- Opening Delimiter -
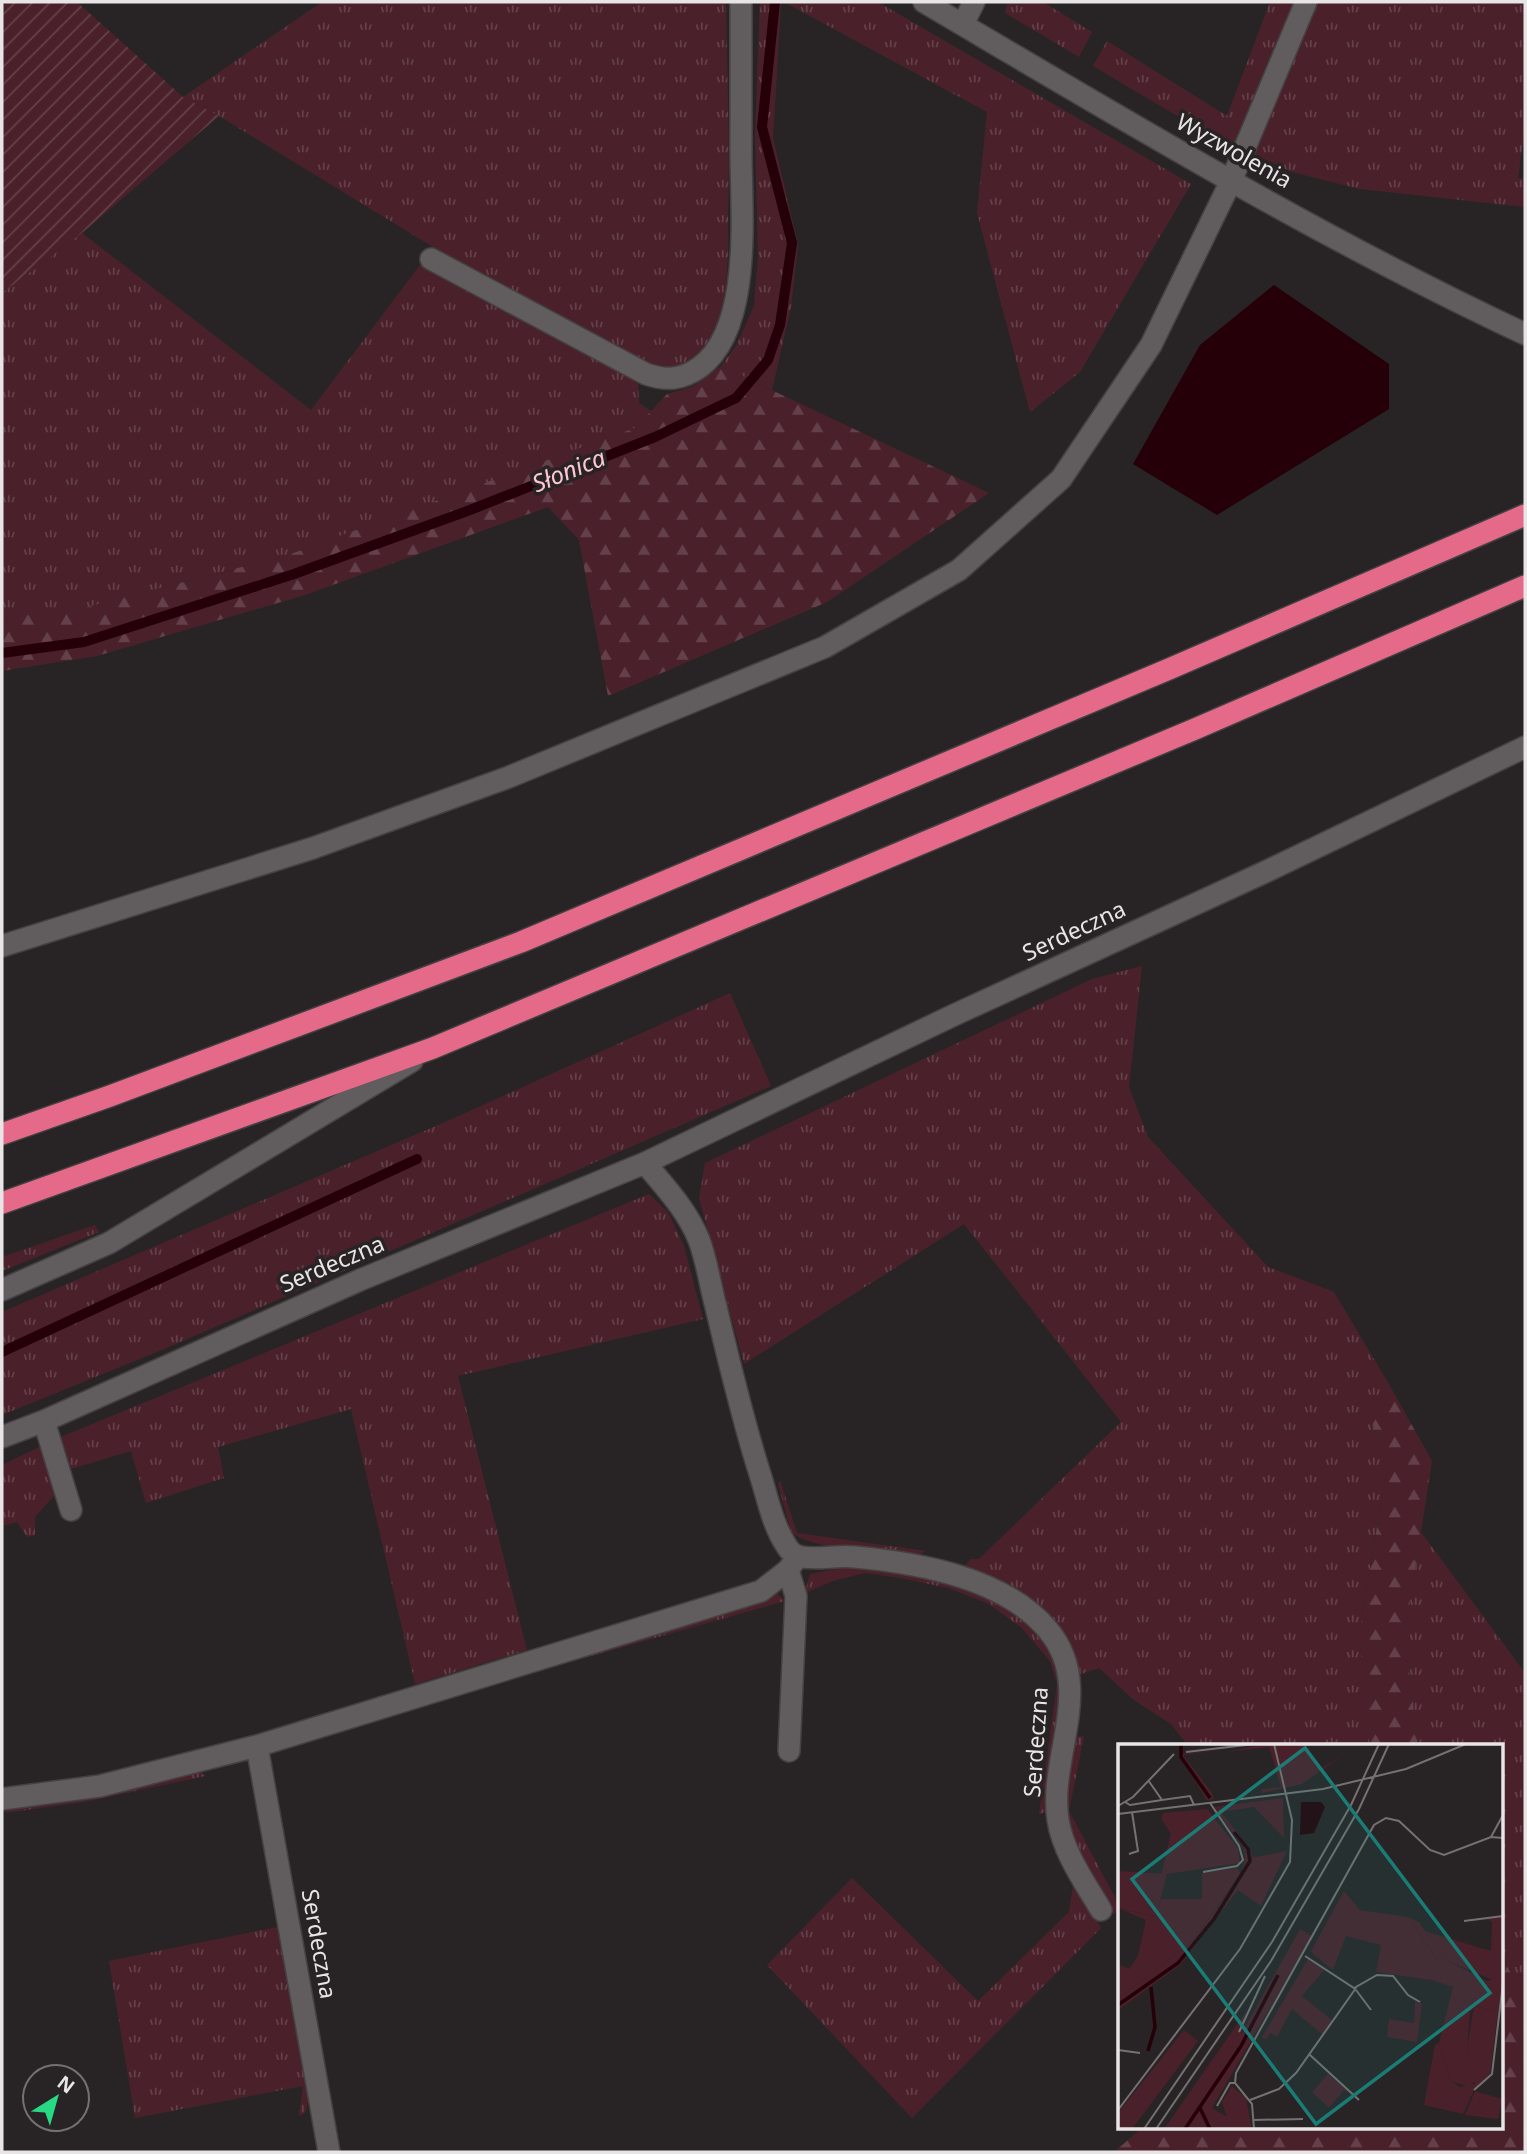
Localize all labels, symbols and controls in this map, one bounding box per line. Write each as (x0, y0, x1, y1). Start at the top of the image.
street label: Wyzwolenia (1171, 105, 1298, 195)
water label: Słonica (527, 440, 610, 499)
street label: Serdeczna (1017, 892, 1131, 968)
street label: Serdeczna (274, 1227, 389, 1299)
street label: Serdeczna (1015, 1686, 1055, 1798)
inset map (1118, 1744, 1502, 2130)
street label: Serdeczna (295, 1887, 345, 2001)
north arrow (21, 2063, 91, 2133)
text: N (52, 2069, 80, 2099)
- Closing Delimiter -
Task goal:
Restate the material above exactly. Exclude all pictures.

Answer box:
Localize all labels, symbols and controls in this map, one bounding box per line. Write each as (x0, y0, x1, y1). Start at the top of the image.
street label: Wyzwolenia (1171, 105, 1298, 195)
water label: Słonica (527, 440, 610, 499)
street label: Serdeczna (1017, 892, 1131, 968)
street label: Serdeczna (274, 1227, 389, 1299)
street label: Serdeczna (1015, 1686, 1055, 1798)
inset map (1118, 1744, 1502, 2130)
street label: Serdeczna (295, 1887, 345, 2001)
north arrow (21, 2063, 91, 2133)
text: N (52, 2069, 80, 2099)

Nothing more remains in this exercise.